There were other eyes beside Sir Gordon's watching beneath the awning, and a signal would be given by a low whistle whenever Julia was seen to approach the instrument. Then a knot of the soldiers and sailors would collect to listen to her clear thrilling voice as she sang some sweet old-time ballad. It was always Philip Eaton who pressed her to sing, led her to the piano, and stood over her, holding a lamp or turning over the leaves. He it was, too, who was the first to applaud warmly; and often and often from where he leaned over the bulwarks listening, too, Bayle could see the ingenuous girlish face look up with a smile at the handsome young officer, who would stay by her side afterwards perhaps the greater part of the evening, or he would lead her to where Captain Otway was lolling back, talking to Mrs Captain Otway, a handsome, fashionable-looking woman, who seemed to win her way day by day more and more to the friendship of Millicent Hallam.

At such times Sir Gordon would sit alone and fume, while Bayle watched the black, starlit water, closing his eyes when Julia sang or Mrs Hallam played some old piece, that recalled the doctor's cottage at King's Castor.

Afterwards he would turn his head and look beneath the awning sadly--the warm, soft glow of the swinging lamp lighting up face after face, which then seemed to fade away into the shadow.

He was strangely affected at such times.
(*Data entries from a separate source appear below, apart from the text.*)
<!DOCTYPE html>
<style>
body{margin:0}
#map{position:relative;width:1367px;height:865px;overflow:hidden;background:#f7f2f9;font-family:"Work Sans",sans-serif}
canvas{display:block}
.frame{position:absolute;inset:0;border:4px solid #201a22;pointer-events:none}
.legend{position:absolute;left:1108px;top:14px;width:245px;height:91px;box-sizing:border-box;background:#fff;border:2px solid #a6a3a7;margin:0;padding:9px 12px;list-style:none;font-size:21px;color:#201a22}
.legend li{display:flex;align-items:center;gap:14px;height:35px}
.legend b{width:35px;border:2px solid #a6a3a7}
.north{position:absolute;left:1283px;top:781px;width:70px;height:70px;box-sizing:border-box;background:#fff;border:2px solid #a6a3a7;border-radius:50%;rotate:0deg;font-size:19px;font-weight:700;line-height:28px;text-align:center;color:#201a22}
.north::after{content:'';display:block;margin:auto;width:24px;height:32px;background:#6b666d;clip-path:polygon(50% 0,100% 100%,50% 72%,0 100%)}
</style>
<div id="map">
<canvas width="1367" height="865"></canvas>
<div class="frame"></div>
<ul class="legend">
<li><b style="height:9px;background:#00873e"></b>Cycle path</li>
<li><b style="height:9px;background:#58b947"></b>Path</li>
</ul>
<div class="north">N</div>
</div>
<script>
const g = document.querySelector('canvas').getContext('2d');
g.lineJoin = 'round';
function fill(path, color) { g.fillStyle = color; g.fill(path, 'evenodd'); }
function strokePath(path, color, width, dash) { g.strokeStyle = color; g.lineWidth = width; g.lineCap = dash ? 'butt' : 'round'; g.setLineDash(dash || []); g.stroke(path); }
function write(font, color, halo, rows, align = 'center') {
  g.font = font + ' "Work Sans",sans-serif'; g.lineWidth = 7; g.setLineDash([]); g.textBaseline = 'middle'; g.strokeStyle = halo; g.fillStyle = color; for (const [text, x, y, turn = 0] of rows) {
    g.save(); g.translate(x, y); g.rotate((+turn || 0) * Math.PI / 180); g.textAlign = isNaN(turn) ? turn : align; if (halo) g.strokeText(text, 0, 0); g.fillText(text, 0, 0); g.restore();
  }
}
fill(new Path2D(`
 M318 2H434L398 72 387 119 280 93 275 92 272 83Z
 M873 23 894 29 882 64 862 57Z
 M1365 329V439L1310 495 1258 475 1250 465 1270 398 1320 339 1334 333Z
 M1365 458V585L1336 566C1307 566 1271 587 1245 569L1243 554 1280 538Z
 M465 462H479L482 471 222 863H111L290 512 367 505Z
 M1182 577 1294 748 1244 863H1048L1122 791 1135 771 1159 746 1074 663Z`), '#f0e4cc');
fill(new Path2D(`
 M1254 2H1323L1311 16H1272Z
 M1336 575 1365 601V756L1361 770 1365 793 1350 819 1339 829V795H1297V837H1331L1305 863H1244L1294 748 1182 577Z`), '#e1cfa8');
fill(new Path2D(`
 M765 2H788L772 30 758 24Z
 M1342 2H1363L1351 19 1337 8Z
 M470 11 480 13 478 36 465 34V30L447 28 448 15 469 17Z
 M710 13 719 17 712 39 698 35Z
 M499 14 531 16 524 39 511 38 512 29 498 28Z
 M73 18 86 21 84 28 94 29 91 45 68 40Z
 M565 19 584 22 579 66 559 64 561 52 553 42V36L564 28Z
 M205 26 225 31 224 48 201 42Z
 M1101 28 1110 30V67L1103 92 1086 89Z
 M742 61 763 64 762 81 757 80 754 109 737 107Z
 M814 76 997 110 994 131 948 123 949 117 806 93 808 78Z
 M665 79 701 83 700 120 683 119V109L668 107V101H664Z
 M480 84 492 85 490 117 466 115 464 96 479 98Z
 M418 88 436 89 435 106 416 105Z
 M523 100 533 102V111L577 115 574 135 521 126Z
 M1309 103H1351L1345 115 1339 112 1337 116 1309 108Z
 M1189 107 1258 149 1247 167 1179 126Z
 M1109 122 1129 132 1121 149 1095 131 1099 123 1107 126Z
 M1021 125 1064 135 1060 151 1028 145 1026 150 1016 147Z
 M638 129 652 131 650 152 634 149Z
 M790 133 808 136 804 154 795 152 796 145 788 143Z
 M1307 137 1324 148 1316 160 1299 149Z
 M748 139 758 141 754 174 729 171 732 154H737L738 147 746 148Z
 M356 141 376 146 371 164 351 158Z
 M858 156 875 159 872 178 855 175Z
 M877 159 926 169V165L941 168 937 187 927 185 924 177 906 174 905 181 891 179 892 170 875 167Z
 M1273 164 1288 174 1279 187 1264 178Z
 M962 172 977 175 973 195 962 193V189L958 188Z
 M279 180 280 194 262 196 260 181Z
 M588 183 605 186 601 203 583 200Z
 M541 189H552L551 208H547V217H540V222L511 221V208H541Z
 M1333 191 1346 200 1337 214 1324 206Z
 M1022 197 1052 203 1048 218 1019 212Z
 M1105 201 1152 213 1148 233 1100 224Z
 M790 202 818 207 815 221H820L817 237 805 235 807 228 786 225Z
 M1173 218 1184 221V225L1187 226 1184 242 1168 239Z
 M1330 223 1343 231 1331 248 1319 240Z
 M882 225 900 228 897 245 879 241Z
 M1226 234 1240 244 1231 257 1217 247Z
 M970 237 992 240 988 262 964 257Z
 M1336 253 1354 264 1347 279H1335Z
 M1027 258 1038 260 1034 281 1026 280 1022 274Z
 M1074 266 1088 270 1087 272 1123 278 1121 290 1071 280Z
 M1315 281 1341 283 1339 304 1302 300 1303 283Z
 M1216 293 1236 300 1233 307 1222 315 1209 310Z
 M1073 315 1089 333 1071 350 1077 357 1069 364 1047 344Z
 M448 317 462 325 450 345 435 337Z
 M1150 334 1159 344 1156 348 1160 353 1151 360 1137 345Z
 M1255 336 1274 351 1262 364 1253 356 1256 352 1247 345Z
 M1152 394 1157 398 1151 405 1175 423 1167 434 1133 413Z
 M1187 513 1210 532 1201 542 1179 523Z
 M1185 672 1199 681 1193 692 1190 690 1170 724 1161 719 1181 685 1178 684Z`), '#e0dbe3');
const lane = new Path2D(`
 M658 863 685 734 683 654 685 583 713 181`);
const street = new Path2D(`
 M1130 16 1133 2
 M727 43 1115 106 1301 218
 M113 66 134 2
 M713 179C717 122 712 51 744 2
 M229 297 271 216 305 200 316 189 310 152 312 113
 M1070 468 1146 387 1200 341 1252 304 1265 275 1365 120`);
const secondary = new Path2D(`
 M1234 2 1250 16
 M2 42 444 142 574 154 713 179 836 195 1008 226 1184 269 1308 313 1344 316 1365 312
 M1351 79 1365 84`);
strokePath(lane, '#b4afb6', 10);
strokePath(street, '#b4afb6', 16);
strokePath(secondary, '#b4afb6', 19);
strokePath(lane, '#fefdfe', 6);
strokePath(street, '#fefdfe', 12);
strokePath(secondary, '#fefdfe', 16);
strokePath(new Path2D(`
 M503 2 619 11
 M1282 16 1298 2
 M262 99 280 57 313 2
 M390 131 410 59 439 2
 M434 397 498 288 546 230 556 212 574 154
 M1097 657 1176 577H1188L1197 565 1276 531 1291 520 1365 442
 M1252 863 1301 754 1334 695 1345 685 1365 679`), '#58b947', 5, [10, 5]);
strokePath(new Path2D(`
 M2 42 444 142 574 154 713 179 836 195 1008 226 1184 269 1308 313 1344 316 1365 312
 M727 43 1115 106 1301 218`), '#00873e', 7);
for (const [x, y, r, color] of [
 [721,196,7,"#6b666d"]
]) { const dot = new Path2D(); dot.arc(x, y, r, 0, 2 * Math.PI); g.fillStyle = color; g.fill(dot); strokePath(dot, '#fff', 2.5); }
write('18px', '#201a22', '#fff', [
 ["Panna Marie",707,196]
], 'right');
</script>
Now it was the present, and they were at sea; anon it seemed that he was leaning over the rustic seat in the doctor's garden, and that was not the awning and the quarterdeck, but the little drawing-room with the open windows. Time had not glided on; and in a curious, dreamy fashion, that did not seem to be Julia, the child he had taught, but Millicent; and that was not Lieutenant Eaton leaning over her, but Robert Hallam.

Then one of the shadows on the awning would take a grotesque resemblance to little Miss Heathery, to help out the flights of fancy; and Bayle would listen for the tinkling notes of the piano again, and feel surprised not to hear a little bird-like voice piping "Gaily the troubadour."

Next there would be a burst of merry conversation, and perhaps a laugh; and as Bayle turned his head again to gaze half wonderingly, the lamp-light would fall, perhaps, upon the faces of mother and daughter, the centre of the group near the piano.

Christie Bayle would begin to study the stars once more, as if seeking to read therein his future; but in vain, for he gazed down where they were broken and confused in the dark waters, sparkling and gliding as they were repeated again below, deep down in the transparent depths, where phosph.o.r.escent creatures glowed here and there.

"I can't make him out," Sir Gordon would often say to himself.